Search the records below for the string "compass", and report each line that contains it.
%%
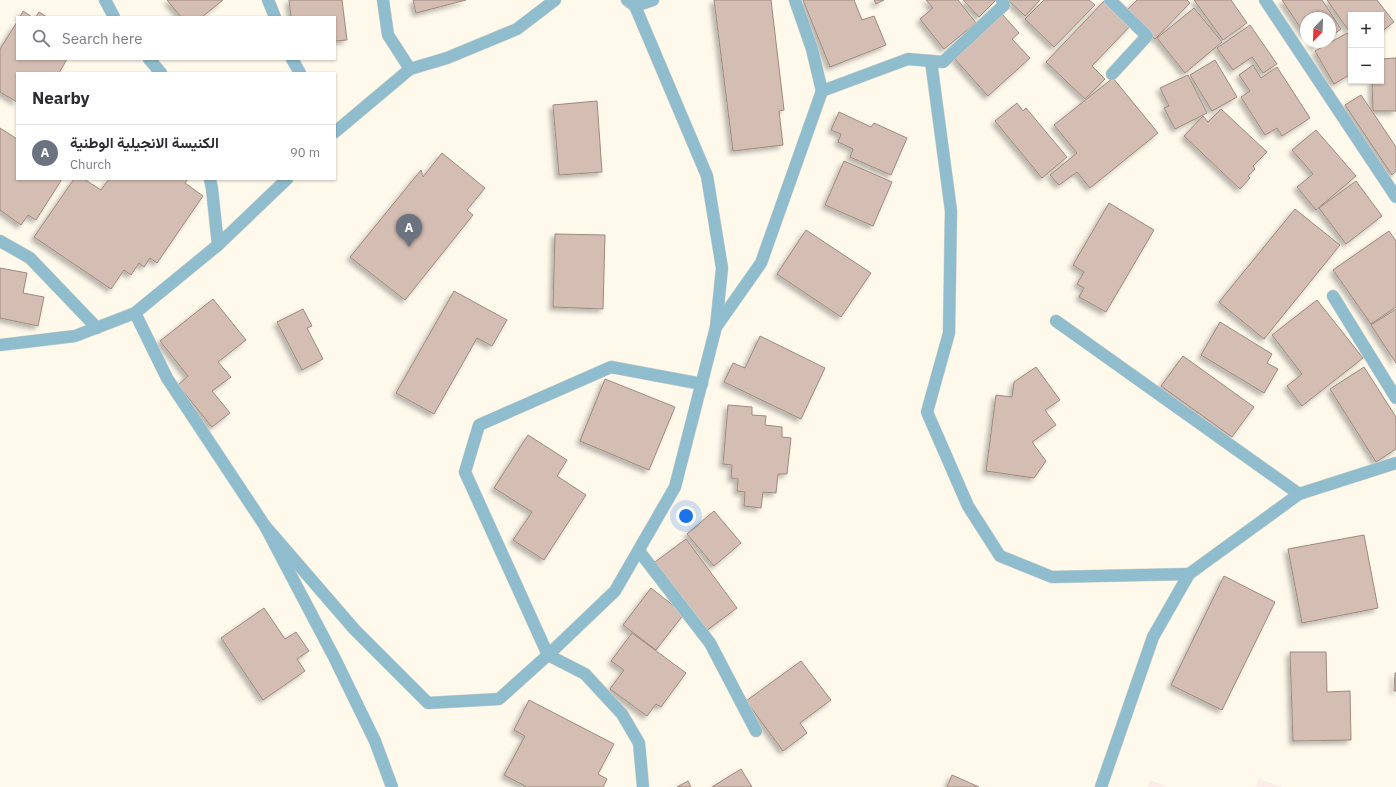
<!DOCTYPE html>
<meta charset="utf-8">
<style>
:root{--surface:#fff;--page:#f7f7f7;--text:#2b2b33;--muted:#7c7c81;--line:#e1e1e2;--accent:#2563eb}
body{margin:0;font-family:"IBM Plex Sans",Vazirmatn,sans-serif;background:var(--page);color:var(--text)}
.controls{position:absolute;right:12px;top:12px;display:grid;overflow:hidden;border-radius:0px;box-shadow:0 1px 3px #0004}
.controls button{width:36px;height:36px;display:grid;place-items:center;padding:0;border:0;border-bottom:1px solid var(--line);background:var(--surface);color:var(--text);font:20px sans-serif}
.compass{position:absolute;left:1300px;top:12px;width:36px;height:36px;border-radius:50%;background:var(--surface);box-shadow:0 1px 3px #0004;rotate:203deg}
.you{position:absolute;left:686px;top:516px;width:14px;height:14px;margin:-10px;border:3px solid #fff;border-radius:50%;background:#1a73e8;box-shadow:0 0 0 6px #1a73e833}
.badge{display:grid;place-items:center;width:26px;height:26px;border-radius:50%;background:var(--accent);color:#fff;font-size:13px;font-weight:700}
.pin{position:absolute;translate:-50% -33px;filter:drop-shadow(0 1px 2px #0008)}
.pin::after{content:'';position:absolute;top:21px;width:14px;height:12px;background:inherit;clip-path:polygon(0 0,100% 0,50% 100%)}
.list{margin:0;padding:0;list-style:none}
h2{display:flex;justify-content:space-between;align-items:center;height:52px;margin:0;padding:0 16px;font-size:17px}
h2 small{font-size:13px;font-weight:400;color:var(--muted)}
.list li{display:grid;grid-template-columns:26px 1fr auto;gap:12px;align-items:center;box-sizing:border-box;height:56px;padding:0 16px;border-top:1px solid var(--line)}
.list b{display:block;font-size:15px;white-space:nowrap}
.list p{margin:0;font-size:13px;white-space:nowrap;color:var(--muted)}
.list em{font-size:13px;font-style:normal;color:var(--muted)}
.icon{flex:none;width:22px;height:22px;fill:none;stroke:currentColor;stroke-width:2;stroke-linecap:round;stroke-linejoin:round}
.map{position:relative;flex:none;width:1396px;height:787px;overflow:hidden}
.search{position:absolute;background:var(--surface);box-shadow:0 1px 3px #0004;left:16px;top:16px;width:320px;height:44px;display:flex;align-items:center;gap:10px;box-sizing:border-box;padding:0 14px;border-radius:0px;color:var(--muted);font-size:15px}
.panel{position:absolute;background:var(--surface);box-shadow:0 1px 3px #0004;left:16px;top:72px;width:320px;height:108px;border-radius:0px}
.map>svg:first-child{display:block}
.education{fill:#fcece8}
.building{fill:#d4bdb2;stroke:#9e897e;filter:url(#shadow)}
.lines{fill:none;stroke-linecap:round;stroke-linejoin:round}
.minor-casing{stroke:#dcd6ca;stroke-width:13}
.minor{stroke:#8fbdcd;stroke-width:12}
</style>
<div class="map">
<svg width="1396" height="787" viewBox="0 0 1396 787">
<defs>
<filter id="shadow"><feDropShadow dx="-3.5" dy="3.5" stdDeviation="2" flood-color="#0004"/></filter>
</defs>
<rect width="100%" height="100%" fill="#fff9ec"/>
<g class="education">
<path d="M1259,779l23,8h-26z"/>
<path d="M1150,780l18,7h-20z"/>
</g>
<g class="building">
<path d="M167,0h56l-21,17h-21z"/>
<path d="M289,0h53l5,40 -12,1v-24h-44z"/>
<path d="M413,0h53l-50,13z"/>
<path d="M714,0h57l13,110 -5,1 4,34 -50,6z"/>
<path d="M803,0h51l8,20 12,-4 12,29 -56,22z"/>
<path d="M874,0h10l-8,4z"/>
<path d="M926,0h32l18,23 -32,26 -24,-30 13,-11z"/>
<path d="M963,0h33l-17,17z"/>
<path d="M1008,0h32l-15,16z"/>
<path d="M1044,0h45l6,5 -41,42 -29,-28z"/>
<path d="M1105,0l27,24 -40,42 13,13 -20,20 -39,-37z"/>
<path d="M1137,0h50l3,3 -35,36 -28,-29z"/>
<path d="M1194,0h37l16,23 -24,17z"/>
<path d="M1282,0h40l19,29 -11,8v-19h-24v18z"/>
<path d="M1327,0h50l17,22 -13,10v-17h-30v15l-2,1z"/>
<path d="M1194,8l28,34 -37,31 -28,-35z"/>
<path d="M23,11l9,6h-12z"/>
<path d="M39,12l8,5h-11z"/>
<path d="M1002,14l17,19 -7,6 18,19 -42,38 -34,-38z"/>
<path d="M17,22v37h50l-8,14h-42v29l-17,-10v-43z"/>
<path d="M1250,25l27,39 -14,9 -11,-16 -19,13 -16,-22z"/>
<path d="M1347,33l4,7v34l-17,10 -19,-33z"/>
<path d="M1310,42h12l-8,5z"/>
<path d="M1396,58v53h-23l-1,-30h9v-22z"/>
<path d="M1215,60l22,37 -25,14 -22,-36z"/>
<path d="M1253,65l8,13 16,-11 33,51 -28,18 -5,-8 -12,7 -24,-38 9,-6 -11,-16z"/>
<path d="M1188,75l19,38 -32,16 -11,-21 5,-2 -9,-18z"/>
<path d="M1113,78l45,55 -68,55 -13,-16 -18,13 -9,-10 27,-22 -23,-28z"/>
<path d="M1361,95l35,52v24l-4,4 -47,-70z"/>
<path d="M597,101l5,71 -43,3 -6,-70z"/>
<path d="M1017,103l6,8 3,-3 41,49 -25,21 -47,-57z"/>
<path d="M1221,109l46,43 -14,14 2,3 -7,7 2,2 -10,11 -56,-53 19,-20 5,6z"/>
<path d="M839,112l32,15 3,-4 33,15 -16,37 -41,-18 3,-8 -15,-7 3,-8 -10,-4z"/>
<path d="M0,128l17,11v40h45l-26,41 -8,-5 -7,10 -21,-15z"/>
<path d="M1316,130l40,46 -40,34 -19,-23 16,-13 -21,-24z"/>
<path d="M442,153l43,35 -18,22 6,5 -68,85 -55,-43 71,-87 2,7z"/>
<path d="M844,161l48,21 -19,44 -48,-21z"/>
<path d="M74,179h10l17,11 8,-11h79l-3,4 18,13 -46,67 -7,-5 -6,9 -5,-4 -8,12 -7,-5 -13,19 -77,-52z"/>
<path d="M1356,181l26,35 -36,28 -27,-36z"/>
<path d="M1109,203l45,27 -48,82 -27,-15 5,-9 -7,-4 7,-12 -11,-7z"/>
<path d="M1295,209l45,36 -76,94 -45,-37z"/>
<path d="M806,230l65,43 -30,44 -64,-43z"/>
<path d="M1389,231l7,10v66l-25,17 -38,-54z"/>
<path d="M555,234l50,1 -2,74 -50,-2z"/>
<path d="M0,268l27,5 -4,20 21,4 -6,29 -38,-8z"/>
<path d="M454,291l53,29 -15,26 -15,-8 -43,76 -38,-21z"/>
<path d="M213,299l33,41 -28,22 13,15 -19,14 18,22 -18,14 -34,-42 10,-9 -28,-35z"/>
<path d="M1317,300l46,58 -61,48 -15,-20 15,-12 -30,-39z"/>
<path d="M303,309l9,17 -5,2 16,31 -21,11 -25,-48z"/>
<path d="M1396,309v54l-25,-38z"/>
<path d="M1220,322l52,32 -5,9 11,6 -14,24 -63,-38z"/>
<path d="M760,336l65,32 -24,51 -77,-37 9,-19 12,5z"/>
<path d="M1183,356l71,51 -22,30 -71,-51z"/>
<path d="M1036,367l24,33 -15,10 11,15 -24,17 14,19 -12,17 -48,-7 10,-76 16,2 2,-15z"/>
<path d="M1364,367l32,50v32l-20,13 -46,-73z"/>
<path d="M605,379l70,28 -26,63 -69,-29z"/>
<path d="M728,405l24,2v8l14,1 -1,9 17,2v10l9,1 -4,36h-9l-2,19 -13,-1 -2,16 -17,-2 1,-14 -8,-1 1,-12 -7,-1 1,-13 -9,-1z"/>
<path d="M528,435l39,25 -10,16 29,19 -42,65 -31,-20 19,-28 -38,-24z"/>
<path d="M714,511l27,32 -27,23 -27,-32z"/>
<path d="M1364,535l14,73 -76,15 -14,-74z"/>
<path d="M686,539l51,69 -31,23 -51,-69z"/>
<path d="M1224,576l51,26 -53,108 -51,-25z"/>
<path d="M651,588l33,26 -28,36 -33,-25z"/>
<path d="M264,608l21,31 11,-7 13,19 -12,8 8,12 -42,29 -42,-62z"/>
<path d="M632,633l54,40 -25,34 -5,-3 -9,12 -37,-27 14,-19 -13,-9z"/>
<path d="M1290,652h36l1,40 23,-1 1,49 -58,1z"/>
<path d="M801,661l30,39 -31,23 7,10 -24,18 -37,-50z"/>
<path d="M1395,673h1v18h-2z"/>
<path d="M529,700l85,44 -16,30 9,5 -4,8h-76l-23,-12 21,-39 -11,-6z"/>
<path d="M741,769l11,18h-40z"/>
<path d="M952,775l27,12h-32z"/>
<path d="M688,781l3,6h-14z"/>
</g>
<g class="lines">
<defs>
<g id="minor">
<path d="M105,0l9,17"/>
<path d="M268,0l7,17"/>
<path d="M383,0l5,35 22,34"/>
<path d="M795,0l17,49 10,42"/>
<path d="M1110,0l37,36 -35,38"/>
<path d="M1265,0l131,197"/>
<path d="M635,6l18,-6"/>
<path d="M149,59l12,14"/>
<path d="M292,59l8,14"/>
<path d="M931,61l20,150 -2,122 -22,79 41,94 32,50 52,21 137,-3"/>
<path d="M335,132l75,-63 37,-11 70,-29 38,-29"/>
<path d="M210,179l2,10 6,56"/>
<path d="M0,241l30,17 67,70"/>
<path d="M1333,296l63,102"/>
<path d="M135,313l32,65 98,148 69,131 41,84 17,46"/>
<path d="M1056,321l243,173"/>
<path d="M716,327l45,-64 61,-172 86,-32 35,3 61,-57 -2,-5"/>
<path d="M0,345l75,-9 60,-23 83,-68 69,-66"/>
<path d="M265,526l89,103 74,74 71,-4 49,-44 67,-64 60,-104 41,-160 6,-59 -15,-92 -72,-170 -8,-6"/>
<path d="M639,551l71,92 46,88"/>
<path d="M643,787l-4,-44 -17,-29 -37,-40 -37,-19 -83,-183 14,-47 132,-58 91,17"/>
<path d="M1101,787l52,-150 36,-63 110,-80 97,-31"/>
</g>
</defs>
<use href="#minor" class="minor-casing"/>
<use href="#minor" class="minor"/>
</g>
</svg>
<div class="controls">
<button>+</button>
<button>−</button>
</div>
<svg class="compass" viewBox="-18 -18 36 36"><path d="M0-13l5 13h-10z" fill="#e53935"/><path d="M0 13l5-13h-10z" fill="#7c7c81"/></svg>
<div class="you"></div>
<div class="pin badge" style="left:409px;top:247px;background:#6b7280">A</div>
<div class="search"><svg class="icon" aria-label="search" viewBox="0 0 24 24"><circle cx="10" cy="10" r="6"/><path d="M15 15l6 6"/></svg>Search here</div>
<section class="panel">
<h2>Nearby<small></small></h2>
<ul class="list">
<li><span class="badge" style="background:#6b7280">A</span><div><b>الكنيسة الانجيلية الوطنية</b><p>Church</p></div><em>90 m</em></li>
</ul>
</section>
</div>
%%
ANSWER TO THE PROBLEM -
.compass{position:absolute;left:1300px;top:12px;width:36px;height:36px;border-radius:50%;background:var(--surface);box-shadow:0 1px 3px #0004;rotate:203deg}
<svg class="compass" viewBox="-18 -18 36 36"><path d="M0-13l5 13h-10z" fill="#e53935"/><path d="M0 13l5-13h-10z" fill="#7c7c81"/></svg>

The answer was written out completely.